Orwell, modern insanın ısrarla görmezden geldiği bir dünyanın kapısını aralıyor. İşsizlik, evsizlik, açlıkla damgalanan bu dünyanın insanları izbe pansiyonlarda, berduş barınaklarında yaşıyor, hayata bir ucundan tutunmaya çalışıyorlar.

Paris ve Londra’da Beş Parasız, köleliğin hiçbir zaman, modern zamanlarda bile ortadan kalkmadığını, sadece görünüm değiştirdiğini anlatıyor.

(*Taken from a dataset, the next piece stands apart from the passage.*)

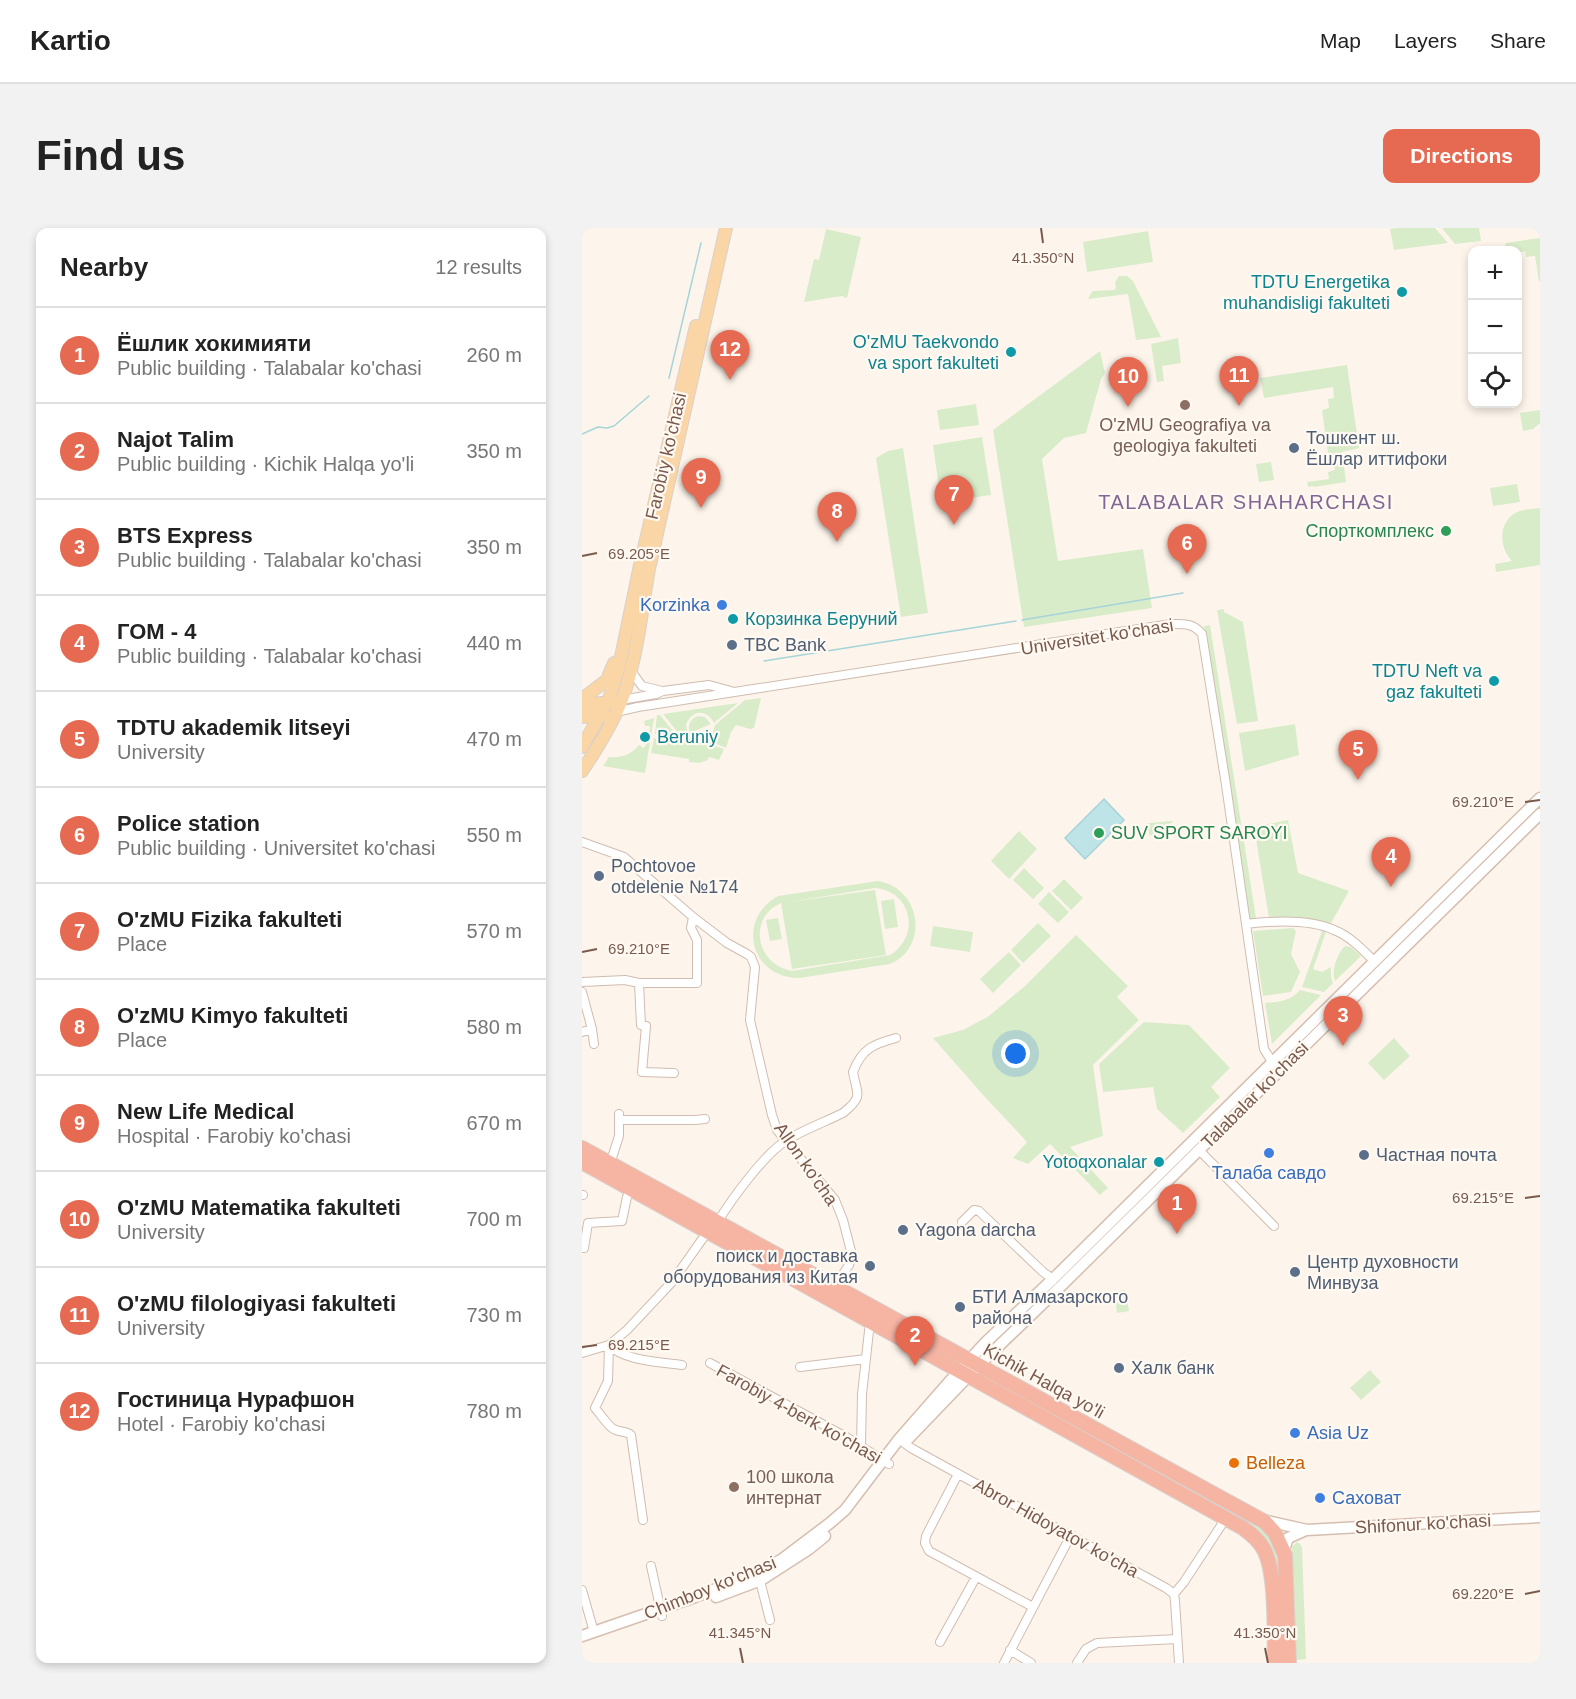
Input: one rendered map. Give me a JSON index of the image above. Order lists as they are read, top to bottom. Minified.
{"streets":{"highway":["Kichik Halqa yo'li"],"main road":["Farobiy ko'chasi","Talabalar ko'chasi","Shifonur ko'chasi","Chimboy ko'chasi"],"street":["Universitet ko'chasi","Allon ko'cha","Farobiy 4-berk ko'chasi","Abror Hidoyatov ko'cha"]},"crossings":[["Farobiy ko'chasi","Universitet ko'chasi"],["Universitet ko'chasi","Talabalar ko'chasi"],["Talabalar ko'chasi","Kichik Halqa yo'li"],["Talabalar ko'chasi","Chimboy ko'chasi"],["Allon ko'cha","Kichik Halqa yo'li"],["Kichik Halqa yo'li","Shifonur ko'chasi"],["Kichik Halqa yo'li","Chimboy ko'chasi"],["Farobiy 4-berk ko'chasi","Chimboy ko'chasi"],["Abror Hidoyatov ko'cha","Chimboy ko'chasi"]],"districts":["TALABALAR SHAHARCHASI"],"places":["TDTU Energetika muhandisligi fakulteti","O'zMU Taekvondo va sport fakulteti","O'zMU Geografiya va geologiya fakulteti","Тошкент ш. Ёшлар иттифоки","Спорткомплекс","Korzinka","Корзинка Беруний","TBC Bank","TDTU Neft va gaz fakulteti","Beruniy","SUV SPORT SAROYI","Pochtovoe otdelenie №174","Талаба савдо","Частная почта","Yotoqxonalar","Yagona darcha","поиск и доставка оборудования из Китая","Центр духовности Минвуза","БТИ Алмазарского района","Халк банк","Asia Uz","Belleza","100 школа интернат","Саховат"],"page":{"header":"Kartio","nav":["Map","Layers","Share"],"buttons":"Directions","title":"Find us","heading":["Nearby","12 results"],"map_buttons":["+","−"],"list":[{"mark":"1","name":"Ёшлик хокимияти","note":"Public building · Talabalar ko'chasi","value":"260 m"},{"mark":"2","name":"Najot Talim","note":"Public building · Kichik Halqa yo'li","value":"350 m"},{"mark":"3","name":"BTS Express","note":"Public building · Talabalar ko'chasi","value":"350 m"},{"mark":"4","name":"ГОМ - 4","note":"Public building · Talabalar ko'chasi","value":"440 m"},{"mark":"5","name":"TDTU akademik litseyi","note":"University","value":"470 m"},{"mark":"6","name":"Police station","note":"Public building · Universitet ko'chasi","value":"550 m"},{"mark":"7","name":"O'zMU Fizika fakulteti","note":"Place","value":"570 m"},{"mark":"8","name":"O'zMU Kimyo fakulteti","note":"Place","value":"580 m"},{"mark":"9","name":"New Life Medical","note":"Hospital · Farobiy ko'chasi","value":"670 m"},{"mark":"10","name":"O'zMU Matematika fakulteti","note":"University","value":"700 m"},{"mark":"11","name":"O'zMU filologiyasi fakulteti","note":"University","value":"730 m"},{"mark":"12","name":"Гостиница Нурафшон","note":"Hotel · Farobiy ko'chasi","value":"780 m"}],"pins":["12","11","10","9","7","8","6","5","4","3","1","2"]},"coordinates":["41.350°N","69.205°E","69.210°E","69.215°E","69.220°E","41.345°N"]}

Paris ve Londra’da Beş Parasız

“Ah ne acı yokluk çekmek, kıtlığa düşmek ne acı!”

Chaucer, Çev. Nazmi Ağıl

1. Bölüm

Rue1 du Coq d’Or, Paris, sabahın yedisi. Sokaktan gelen bir dizi öfkeli, boğucu haykırış. Benim otelimin karşısındaki küçük otelin müdiresi Madam Monce, üçüncü kattaki bir pansiyonere seslenmek için kaldırıma çıkmıştı. Çorapsız ayaklarına sabolar geçirmişti, kır saçları omuzlarından dökülüyordu.

Madam Monce: “Sacrée salope!2 Sana tahtakurularını duvar kâğıdının üstünde ezmemeni kaç defa söyledim! Oteli babanın malı mı sandın ha! Sen de herkes gibi camdan atsana. Espèce de traînée!3”

Üçüncü kattaki kadın: “Va donc, eh! vieille vache!”4

Bunu takiben, dört bir yanda pencerelerin savrularak açılıp sokağın yarısının münakaşaya katılmasıyla oluşan renkli bir feryat korosu. On dakika sonra herkes aniden sustu; yoldan geçen bir süvari birliğini izlemek için bağırmayı kesmişlerdi.

Bu sahneyi sadece Rue du Coq d’Or’un ruhuna dair bir şeyler yansıtabilmek için aktarıyorum. Sokakta olup bitenler münakaşadan ibaret değildi elbette; yine de anlatılan şekilde bir hengâmenin en az bir kere yaşanmadığı sabahlar nadirdi. Münakaşalar, seyyar satıcıların bağırışları, taşların üstünde portakal kabuğu yuvarlayan çocukların şamatası, geceleyin de yüksek sesle söylenen şarkılar ve çöp kovalarından yayılan keskin kokular; sokağın havasını işte bunlar oluşturuyordu.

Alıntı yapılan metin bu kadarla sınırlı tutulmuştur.